There is increasing evidence that quite apart from the catastrophic failure of the disposal field, the main plant is also on the brink of total failure. The failure of the entire sewage plant, especially if complex, time consuming and expensive fixes are forced by the Environment Court, would be enough to stop hundreds of millions of dollars of fast tracked development - including 6,000 new houses and numerous commercial projects. The time scale waiting for a fix could be up to five years.

The regulator, ORC issued the following statement to Crux this afternoon.

“ORC were notified about floating solids on the clarifier last week. ORC staff are working to understand any risks to compliance associated with this. Questions about operational issues around the plant should be sent to QLDC. ORC staff have been on site this week and last week as part of the continued monitoring of the site. Samples were taken last week (Wed 19 Feb) and ORC is waiting for the results of the samples.”

QLDC, in line with recent practice, have missed our deadline to comment or answer our questions. (See their late response further down.)

They did however answer one question put to them by us earlier this week. In October 2024 they hired global consultancy GHD to find a potential fix for the sewage plant. Progress on that work, 5 months later, has not been disclosed by QLDC but they did tell us the contract price so far - $1,325,300.

Global consultancy BECA has already been paid for a similar study in 2023 with none of the advice apparently taken up by the council. The BECA report painted a picture of near total failure - with up to a five year fix - if a fix was possible at all.

Crux has been speaking this week with the chair (councillor Gavin Bartlett) and deputy chair (councillor Niki Gladding) of the council’s Infrastructure Committee and it appears they, along with Crux, feel that all of the facts have not yet been shared with them by council managers. And that’s putting it politely.

They certainly can’t tell us who at the council authorised an illegal wall to be built around the flooded disposal field in May 2024 - at a reported cost of $800,000 - and where the money came from.

It would be logical to believe that the council’s Infrastructure Committee would have had to make such a decision - or at the very least be told that the CEO or another senior manager had made the decision for them.

Enter Pinpoint- from the Google News Initiative.

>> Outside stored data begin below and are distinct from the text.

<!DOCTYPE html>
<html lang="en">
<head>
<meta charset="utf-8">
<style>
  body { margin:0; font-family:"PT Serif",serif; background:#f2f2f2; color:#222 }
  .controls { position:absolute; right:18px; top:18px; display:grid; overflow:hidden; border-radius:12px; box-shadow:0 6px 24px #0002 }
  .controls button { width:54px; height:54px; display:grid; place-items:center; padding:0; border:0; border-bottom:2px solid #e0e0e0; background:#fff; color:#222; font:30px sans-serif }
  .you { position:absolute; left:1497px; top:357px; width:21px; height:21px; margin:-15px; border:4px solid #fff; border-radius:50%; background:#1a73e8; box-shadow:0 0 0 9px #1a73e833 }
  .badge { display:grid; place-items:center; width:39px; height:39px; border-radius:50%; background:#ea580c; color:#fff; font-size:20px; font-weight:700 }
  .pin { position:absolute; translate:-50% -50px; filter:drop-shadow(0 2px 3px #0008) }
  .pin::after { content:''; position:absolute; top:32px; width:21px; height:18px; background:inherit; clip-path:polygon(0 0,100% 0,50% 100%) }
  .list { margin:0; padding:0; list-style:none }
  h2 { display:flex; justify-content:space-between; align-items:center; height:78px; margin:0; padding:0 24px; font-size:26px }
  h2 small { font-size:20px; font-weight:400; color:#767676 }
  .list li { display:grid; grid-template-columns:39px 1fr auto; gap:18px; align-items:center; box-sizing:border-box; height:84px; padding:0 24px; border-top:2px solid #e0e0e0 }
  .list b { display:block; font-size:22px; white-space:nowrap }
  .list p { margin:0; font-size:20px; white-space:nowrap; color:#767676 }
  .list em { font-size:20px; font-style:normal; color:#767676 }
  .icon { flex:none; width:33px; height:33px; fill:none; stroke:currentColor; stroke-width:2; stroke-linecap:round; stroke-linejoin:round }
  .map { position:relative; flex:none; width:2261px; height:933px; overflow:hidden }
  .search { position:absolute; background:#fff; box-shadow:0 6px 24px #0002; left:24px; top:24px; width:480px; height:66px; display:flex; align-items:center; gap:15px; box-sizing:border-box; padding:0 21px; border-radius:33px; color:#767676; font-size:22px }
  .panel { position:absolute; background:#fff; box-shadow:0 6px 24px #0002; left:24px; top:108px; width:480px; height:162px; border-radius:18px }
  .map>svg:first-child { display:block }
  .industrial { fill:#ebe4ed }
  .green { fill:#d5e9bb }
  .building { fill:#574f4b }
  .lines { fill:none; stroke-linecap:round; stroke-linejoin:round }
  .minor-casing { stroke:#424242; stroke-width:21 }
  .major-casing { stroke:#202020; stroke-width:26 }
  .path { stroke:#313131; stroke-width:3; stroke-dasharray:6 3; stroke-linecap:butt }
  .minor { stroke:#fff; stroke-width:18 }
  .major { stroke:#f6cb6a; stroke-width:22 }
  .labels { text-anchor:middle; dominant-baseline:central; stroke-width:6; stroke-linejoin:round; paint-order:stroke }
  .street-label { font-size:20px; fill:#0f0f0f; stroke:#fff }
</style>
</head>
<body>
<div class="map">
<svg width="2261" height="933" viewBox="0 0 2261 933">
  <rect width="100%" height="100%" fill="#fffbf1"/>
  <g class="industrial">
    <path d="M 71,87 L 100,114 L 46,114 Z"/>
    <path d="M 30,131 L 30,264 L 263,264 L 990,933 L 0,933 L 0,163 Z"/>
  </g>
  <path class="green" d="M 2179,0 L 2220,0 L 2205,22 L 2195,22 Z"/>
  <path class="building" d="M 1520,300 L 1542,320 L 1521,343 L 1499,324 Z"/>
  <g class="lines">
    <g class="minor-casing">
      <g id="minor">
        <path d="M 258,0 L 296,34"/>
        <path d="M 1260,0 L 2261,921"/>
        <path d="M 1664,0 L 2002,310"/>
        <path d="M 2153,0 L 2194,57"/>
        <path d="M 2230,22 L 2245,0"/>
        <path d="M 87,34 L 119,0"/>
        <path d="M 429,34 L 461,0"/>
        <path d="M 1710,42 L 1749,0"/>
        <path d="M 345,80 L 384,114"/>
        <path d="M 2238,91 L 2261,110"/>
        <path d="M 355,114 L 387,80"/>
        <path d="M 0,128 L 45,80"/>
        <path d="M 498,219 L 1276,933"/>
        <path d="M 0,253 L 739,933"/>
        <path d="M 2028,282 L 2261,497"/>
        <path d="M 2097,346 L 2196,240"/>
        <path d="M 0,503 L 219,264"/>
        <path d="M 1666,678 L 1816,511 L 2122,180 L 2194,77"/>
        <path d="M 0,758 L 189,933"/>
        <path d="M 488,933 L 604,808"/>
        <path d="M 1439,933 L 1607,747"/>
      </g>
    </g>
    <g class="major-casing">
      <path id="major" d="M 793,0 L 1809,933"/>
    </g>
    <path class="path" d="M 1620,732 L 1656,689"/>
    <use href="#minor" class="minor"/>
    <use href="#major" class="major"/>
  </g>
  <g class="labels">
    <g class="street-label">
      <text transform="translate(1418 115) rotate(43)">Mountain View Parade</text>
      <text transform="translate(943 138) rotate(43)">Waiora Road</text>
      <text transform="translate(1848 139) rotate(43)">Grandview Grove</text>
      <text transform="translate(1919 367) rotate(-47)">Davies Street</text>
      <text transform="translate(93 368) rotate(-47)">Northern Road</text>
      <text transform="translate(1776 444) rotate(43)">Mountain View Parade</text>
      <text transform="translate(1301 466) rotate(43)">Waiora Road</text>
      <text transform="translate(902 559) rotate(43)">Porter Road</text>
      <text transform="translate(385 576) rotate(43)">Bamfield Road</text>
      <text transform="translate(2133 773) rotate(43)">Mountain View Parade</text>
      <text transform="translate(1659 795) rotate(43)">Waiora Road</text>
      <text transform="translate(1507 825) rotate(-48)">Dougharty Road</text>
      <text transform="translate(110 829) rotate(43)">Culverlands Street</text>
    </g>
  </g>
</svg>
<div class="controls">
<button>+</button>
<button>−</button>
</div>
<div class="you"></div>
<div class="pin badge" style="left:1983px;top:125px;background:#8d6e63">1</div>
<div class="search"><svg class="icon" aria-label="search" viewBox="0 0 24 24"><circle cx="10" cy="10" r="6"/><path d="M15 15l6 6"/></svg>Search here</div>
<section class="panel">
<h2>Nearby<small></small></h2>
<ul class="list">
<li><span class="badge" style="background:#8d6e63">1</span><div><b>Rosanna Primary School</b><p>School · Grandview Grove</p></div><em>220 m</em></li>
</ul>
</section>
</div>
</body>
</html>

The 21 legal affidavits from the ORC filed with the Environment Court make for formidable reading. So far we’ve picked out the occasional nuggets but a systemic analysis of the documents could take weeks or even months.

In partnership with the Google News Initiative we’ve uploaded all 21 documents to their investigative journalism tool Pinpoint this week. Within hours we could start to assemble a timeline of the sewage plant failure and see how the QLDC has failed to address or fix multiple problems that in most cases seem preventable.

Most alarming is the experience of ORC investigators who keep discovering failures that by law they are supposed to have been told about.

The two kilometre disposal field wall is just one example.

Pinpoint identified one meeting between ORC investigators and QLDC staff where it seemed like big (i.e. elected councillor/mayoral/community type) decisions were being made on the ground by unnamed staff with no clear mandate or authority.

The Google software found this exchange where the ORC had a meeting with unnamed council officials who are recorded as deciding how ratepayer money should be spent. The Affidavit is from Shelley Reed, ORC Senior Environmental Officer and relates to a meeting on June 9th, 2023 using the search term “ratepayer.”